Ellis Island, founded in 1832, was established by the Federal Immigration Act of 1890 as a screening center for the large number of Europeans who were immigrating to this country.  From the years 1820 to 1920, 70 percent of the country’s immigrants came into the United States through New York port.  Immigration reached record levels of 1,004,756 in 1907.  Until the latter part of the 1820’s, the number of immigrants coming to America was less than 10,000 per year.  From 1820 on the number began to increase especially in the 1840’s and 1850’s when bad harvests in Great Britain and northern Europe forced many to move.  Over 3.5 million came during the years 1845 to 1860.  In The Uprooted The Epic Story of the Great Immigration that Made the American People, renowned American immigration scholar, Oscar Handlin, notes that many of the immigrants were peasants coming from agricultural societies who faced many chances and many new challenges in the New World.
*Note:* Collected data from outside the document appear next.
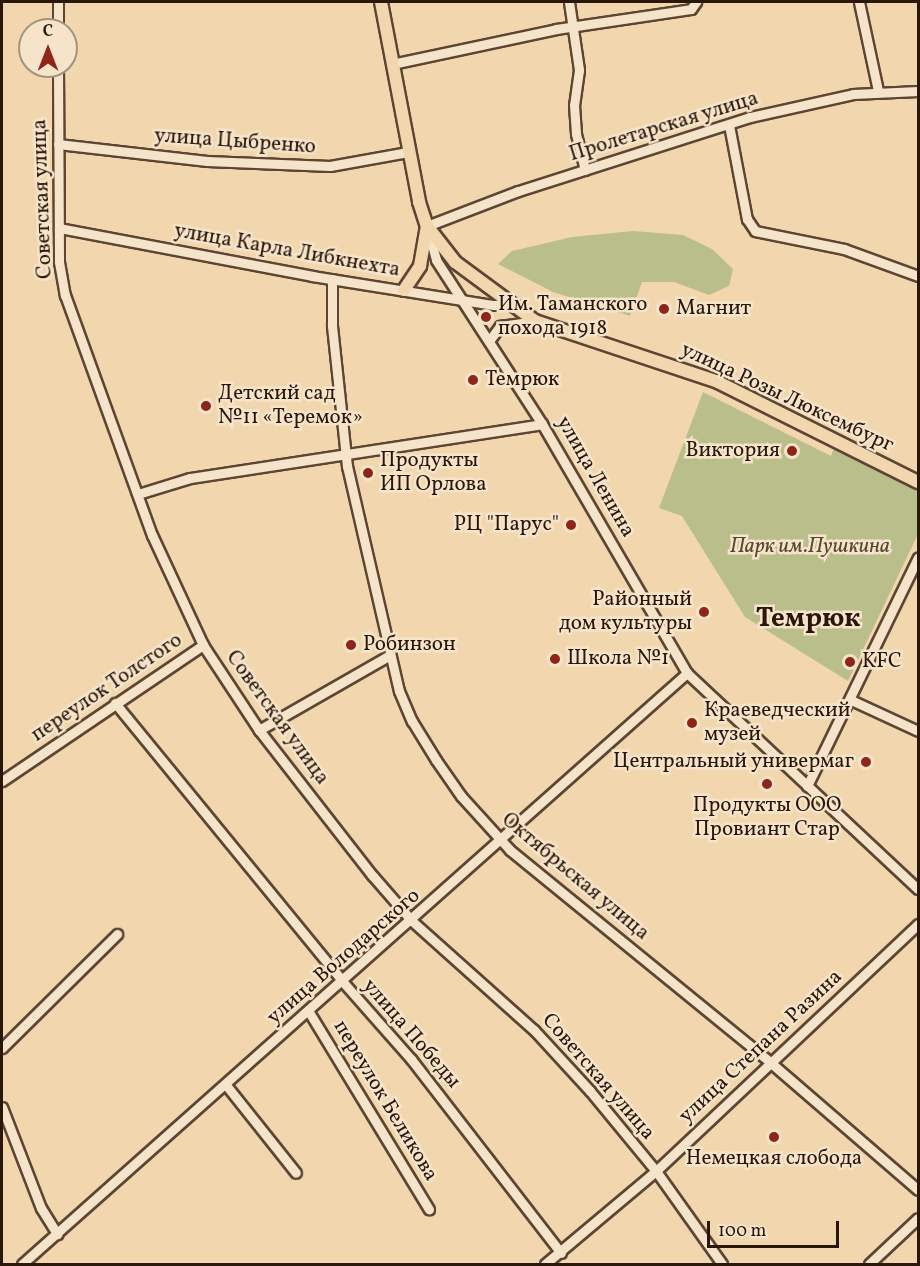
<!DOCTYPE html>
<html>
<head>
<meta charset="utf-8">
<style>
  body { margin:0 }
  #map { position:relative; width:920px; height:1266px; overflow:hidden; background:#f1d6ae; font-family:Vollkorn,serif }
  div>[style] { position:absolute }
  .green>* { inset:0; background:#b9be8b }
  .roads { filter:drop-shadow(2px 0 #5c4633) drop-shadow(-2px 0 #5c4633) drop-shadow(0 2px #5c4633) drop-shadow(0 -2px #5c4633) }
  .minor>* { height:9px; margin:-4.5px; padding:0 4.5px; transform-origin:4.5px; border-radius:4.5px; background:#f6e4ca }
  .major>* { height:12px; margin:-6px; padding:0 6px; transform-origin:6px; border-radius:6px; background:#f1d6ae }
  .dots>* { width:16px; height:16px; translate:-50% -50%; box-sizing:border-box; border:3px solid #f6e4ca; border-radius:50% }
  span { translate:-50% -50%; white-space:nowrap; text-align:center; line-height:1.15; -webkit-text-stroke:5px #f6e4ca; paint-order:stroke }
  .street-label { font-size:21px; color:#2b160a }
  .poi-label { font-size:21px; color:#2b160a }
  .left { translate:0 -50%; text-align:left }
  .right { translate:-100% -50%; text-align:right }
  .park-label { font-size:21px; color:#564831; font-style:italic }
  .district-label { font-size:27px; color:#2b160a; font-weight:700 }
  .frame { position:absolute; inset:0; border:3px solid #2b160a; pointer-events:none }
  .north { position:absolute; left:18px; top:18px; width:60px; height:60px; box-sizing:border-box; background:#f6e4ca; border:2px solid #a5927d; border-radius:50%; rotate:0deg; font-size:16px; font-weight:700; line-height:24px; text-align:center; color:#2b160a }
  .north::after { content:''; display:block; margin:auto; width:21px; height:27px; background:#8f2418; clip-path:polygon(50% 0,100% 100%,50% 72%,0 100%) }
  .scale { position:absolute; left:707px; top:1221px; width:132px; height:27px; box-sizing:border-box; border:3px solid #2b160a; border-top:0; padding-left:8px; font-size:18px; line-height:21px; white-space:nowrap; color:#2b160a; -webkit-text-stroke:4px #f6e4ca; paint-order:stroke }
</style>
</head>
<body>
<div id="map">
  <div class="green">
    <div style="clip-path:polygon(633px 231px,683px 235px,712px 249px,733px 269px,729px 286px,709px 295px,674px 282px,642px 282px,630px 316px,553px 292px,498px 264px,512px 251px,572px 237px)"></div>
    <div style="clip-path:polygon(703px 392px,831px 456px,834px 448px,918px 490px,918px 534px,848px 681px,745px 617px,682px 516px,659px 508px)"></div>
  </div>
  <div class="roads">
    <div class="minor">
      <div style="left:569px;top:2px;width:69px;rotate:81.6deg"></div>
      <div style="left:579px;top:70px;width:35px;rotate:98deg"></div>
      <div style="left:574px;top:105px;width:29px;rotate:86deg"></div>
      <div style="left:576px;top:134px;width:37px;rotate:76deg"></div>
      <div style="left:859px;top:2px;width:91px;rotate:77.9deg"></div>
      <div style="left:58px;top:30px;width:28px;rotate:-90deg"></div>
      <div style="left:392px;top:64px;width:168px;rotate:-12deg"></div>
      <div style="left:556px;top:29px;width:136px;rotate:-8.4deg"></div>
      <div style="left:691px;top:9px;width:9px;rotate:-54deg"></div>
      <div style="left:58px;top:66px;width:196px;rotate:89.7deg"></div>
      <div style="left:59px;top:262px;width:34px;rotate:80deg"></div>
      <div style="left:65px;top:295px;width:255px;rotate:70.1deg"></div>
      <div style="left:152px;top:535px;width:121px;rotate:65.1deg"></div>
      <div style="left:203px;top:645px;width:102px;rotate:56.6deg"></div>
      <div style="left:259px;top:730px;width:184px;rotate:52.1deg"></div>
      <div style="left:372px;top:875px;width:61px;rotate:49deg"></div>
      <div style="left:412px;top:921px;width:164px;rotate:41.8deg"></div>
      <div style="left:534px;top:1030px;width:83px;rotate:47.4deg"></div>
      <div style="left:590px;top:1091px;width:104px;rotate:50.5deg"></div>
      <div style="left:656px;top:1171px;width:114px;rotate:54.6deg"></div>
      <div style="left:918px;top:91px;width:65px;rotate:177.4deg"></div>
      <div style="left:853px;top:94px;width:106px;rotate:167.4deg"></div>
      <div style="left:750px;top:117px;width:244px;rotate:162.3deg"></div>
      <div style="left:518px;top:191px;width:97px;rotate:159deg"></div>
      <div style="left:427px;top:226px;width:35px;rotate:75deg"></div>
      <div style="left:436px;top:260px;width:195px;rotate:57.1deg"></div>
      <div style="left:542px;top:424px;width:288px;rotate:59.8deg"></div>
      <div style="left:687px;top:673px;width:316px;rotate:43.1deg"></div>
      <div style="left:729px;top:125px;width:96px;rotate:79.2deg"></div>
      <div style="left:747px;top:219px;width:14px;rotate:56deg"></div>
      <div style="left:755px;top:231px;width:91px;rotate:11.4deg"></div>
      <div style="left:844px;top:249px;width:79px;rotate:20deg"></div>
      <div style="left:58px;top:144px;width:150px;rotate:6.5deg"></div>
      <div style="left:207px;top:161px;width:123px;rotate:2.3deg"></div>
      <div style="left:330px;top:166px;width:79px;rotate:-10.2deg"></div>
      <div style="left:59px;top:228px;width:258px;rotate:10.7deg"></div>
      <div style="left:312px;top:276px;width:184px;rotate:9.1deg"></div>
      <div style="left:494px;top:305px;width:15px;rotate:-4deg"></div>
      <div style="left:332px;top:279px;width:47px;rotate:90deg"></div>
      <div style="left:332px;top:326px;width:141px;rotate:83.9deg"></div>
      <div style="left:347px;top:466px;width:231px;rotate:77deg"></div>
      <div style="left:399px;top:691px;width:33px;rotate:67deg"></div>
      <div style="left:412px;top:721px;width:46px;rotate:58.4deg"></div>
      <div style="left:436px;top:760px;width:44px;rotate:55.2deg"></div>
      <div style="left:461px;top:796px;width:73px;rotate:47.8deg"></div>
      <div style="left:510px;top:850px;width:337px;rotate:39.2deg"></div>
      <div style="left:771px;top:1063px;width:194px;rotate:40.8deg"></div>
      <div style="left:489px;top:341px;width:19px;rotate:-54deg"></div>
      <div style="left:500px;top:326px;width:35px;rotate:-8deg"></div>
      <div style="left:138px;top:494px;width:54px;rotate:-17.1deg"></div>
      <div style="left:190px;top:478px;width:356px;rotate:-8.7deg"></div>
      <div style="left:851px;top:700px;width:74px;rotate:24.8deg"></div>
      <div style="left:115px;top:703px;width:360px;rotate:50.7deg"></div>
      <div style="left:343px;top:982px;width:103px;rotate:48.6deg"></div>
      <div style="left:411px;top:1059px;width:245px;rotate:52.3deg"></div>
      <div style="left:259px;top:730px;width:151px;rotate:-29.8deg"></div>
      <div style="left:2px;top:781px;width:243px;rotate:-34.1deg"></div>
      <div style="left:807px;top:786px;width:254px;rotate:-64.1deg"></div>
      <div style="left:309px;top:1012px;width:231px;rotate:58.7deg"></div>
      <div style="left:2px;top:1048px;width:162px;rotate:-44.7deg"></div>
      <div style="left:226px;top:1085px;width:112px;rotate:51.5deg"></div>
      <div style="left:2px;top:1107px;width:108px;rotate:68.9deg"></div>
      <div style="left:41px;top:1208px;width:31px;rotate:58deg"></div>
      <div style="left:22px;top:1264px;width:890px;rotate:-41.63deg"></div>
      <div style="left:545px;top:1264px;width:145px;rotate:-40deg"></div>
      <div style="left:656px;top:1171px;width:360px;rotate:-43.3deg"></div>
      <div style="left:869px;top:1264px;width:67px;rotate:-43.2deg"></div>
    </div>
    <div class="major">
      <div style="left:381px;top:2px;width:204px;rotate:79.2deg"></div>
      <div style="left:419px;top:202px;width:25px;rotate:72deg"></div>
      <div style="left:427px;top:226px;width:46px;rotate:52.1deg"></div>
      <div style="left:455px;top:262px;width:99px;rotate:36.4deg"></div>
      <div style="left:535px;top:321px;width:193px;rotate:18.4deg"></div>
      <div style="left:718px;top:382px;width:224px;rotate:26.6deg"></div>
      <div style="left:404px;top:290px;width:29px;rotate:-56deg"></div>
      <div style="left:420px;top:266px;width:41px;rotate:-80.1deg"></div>
    </div>
  </div>
  <div class="dots">
    <div style="left:664px;top:309px;background:#8f2418"></div>
    <div style="left:486px;top:317px;background:#8f2418"></div>
    <div style="left:473px;top:380px;background:#8f2418"></div>
    <div style="left:206px;top:406px;background:#8f2418"></div>
    <div style="left:792px;top:451px;background:#8f2418"></div>
    <div style="left:368px;top:473px;background:#8f2418"></div>
    <div style="left:571px;top:525px;background:#8f2418"></div>
    <div style="left:704px;top:612px;background:#8f2418"></div>
    <div style="left:351px;top:645px;background:#8f2418"></div>
    <div style="left:555px;top:659px;background:#8f2418"></div>
    <div style="left:850px;top:662px;background:#8f2418"></div>
    <div style="left:692px;top:723px;background:#8f2418"></div>
    <div style="left:866px;top:762px;background:#8f2418"></div>
    <div style="left:767px;top:784px;background:#8f2418"></div>
    <div style="left:774px;top:1137px;background:#8f2418"></div>
  </div>
  <div class="street-label">
    <span style="left:664px;top:127px;rotate:-17deg">Пролетарская улица</span>
    <span style="left:235px;top:142px;rotate:4deg">улица Цыбренко</span>
    <span style="left:43px;top:199px;rotate:-92deg">Советская улица</span>
    <span style="left:287px;top:251px;rotate:10deg">улица Карла Либкнехта</span>
    <span style="left:787px;top:398px;rotate:25deg">улица Розы Люксембург</span>
    <span style="left:595px;top:477px;rotate:60deg">улица Ленина</span>
    <span style="left:107px;top:688px;rotate:-34deg">переулок Толстого</span>
    <span style="left:277px;top:718px;rotate:54deg">Советская улица</span>
    <span style="left:575px;top:877px;rotate:40deg">Октябрьская улица</span>
    <span style="left:344px;top:957px;rotate:-41deg">улица Володарского</span>
    <span style="left:411px;top:1034px;rotate:49deg">улица Победы</span>
    <span style="left:761px;top:1047px;rotate:-43deg">улица Степана Разина</span>
    <span style="left:598px;top:1077px;rotate:49deg">Советская улица</span>
    <span style="left:385px;top:1101px;rotate:59deg">переулок Беликова</span>
  </div>
  <div class="poi-label">
    <span class="left" style="left:498px;top:317px">Им. Таманского<br>похода 1918</span>
    <span class="left" style="left:676px;top:309px">Магнит</span>
    <span class="left" style="left:485px;top:380px">Темрюк</span>
    <span class="left" style="left:218px;top:406px">Детский сад<br>№11 «Теремок»</span>
    <span class="right" style="left:780px;top:451px">Виктория</span>
    <span class="left" style="left:380px;top:473px">Продукты<br>ИП Орлова</span>
    <span class="right" style="left:559px;top:525px">РЦ "Парус"</span>
    <span class="right" style="left:692px;top:612px">Районный<br>дом культуры</span>
    <span class="left" style="left:363px;top:645px">Робинзон</span>
    <span class="left" style="left:567px;top:659px">Школа №1</span>
    <span class="left" style="left:862px;top:662px">KFC</span>
    <span class="left" style="left:704px;top:723px">Краеведческий<br>музей</span>
    <span class="right" style="left:854px;top:762px">Центральный универмаг</span>
    <span style="left:767px;top:818px">Продукты ООО<br>Провиант Стар</span>
    <span style="left:774px;top:1159px">Немецкая слобода</span>
  </div>
  <div class="park-label">
    <span style="left:810px;top:547px">Парк им.Пушкина</span>
  </div>
  <div class="district-label">
    <span style="left:808px;top:620px">Темрюк</span>
  </div>
  <div class="frame"></div>
  <div class="north">С</div>
  <div class="scale">100 m</div>
</div>
</body>
</html>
The Pulitzer Prize winning author tells a grim story of the immigrants’ crossings to America – some taking as long as 40 days, and of the harsh conditions and difficulties greeting them here.  

 

Today, what was once the Great Hall or Registry Room at Ellis Island is the Ellis Island Immigrant Museum.  Outside, the American Wall of Honor lists the name of those who entered here.  The island was named after Samuel Ellis, a butcher, who owned it during the Revolutionary War.  American Indians named the island Kioshk or Gull Island after the birds that inhabited it.  The Dutch called it “Little Oyster Island” because of the oysters found there.   (In early New Amsterdam, young Dutch gentlemen would row their young lady friends over to Oyster Island for picnics.) Ellis Island was a place of hope for those who were allowed to enter the country but also a place of rejection and despair for those turned away.  Approximately one out of every hundred were refused admission to the country (some of them actually committed suicide here).  New York City was indeed “The Promised City” as Moses Rischin suggests in his study of the history of the Lower East Side.  Many of these immigrants would settle in the Lower East Side of Manhattan.  A living example of how they lived can be experienced at the Lower East Side Tenement Museum on Orchard Street.  The first person to enter the country through Ellis Island was Annie Moore from Ireland who was thought to have gone West.  However, it was recently discovered that Ms. Moore actually settled on Manhattan’s Lower East Side, married a bakery clerk and had 11 children.  When Oscar Wilde visited New York City in 1882, at customs he announced:  “I have nothing to declare but my genius.”  (The bridge - barely visible in the far distance on the right - is the Manhattan Bridge.)

 

Immigration for European countries was so great that by 1890, there were more Germans living in New York City than in Hamburg, Germany, more Irish here than in Dublin, more Jews than in Warsaw and more foreign-born persons living here than in any other city in the world.  Today's New York City's immigrant population is composed  largely of Puerto Ricans, Italians, Dominicans, West Indians and Chinese.  The most recent reports show an increase of immigrants who are Russian, Korean, Chinese or Muslim (from India, Pakistan and Bangladesh).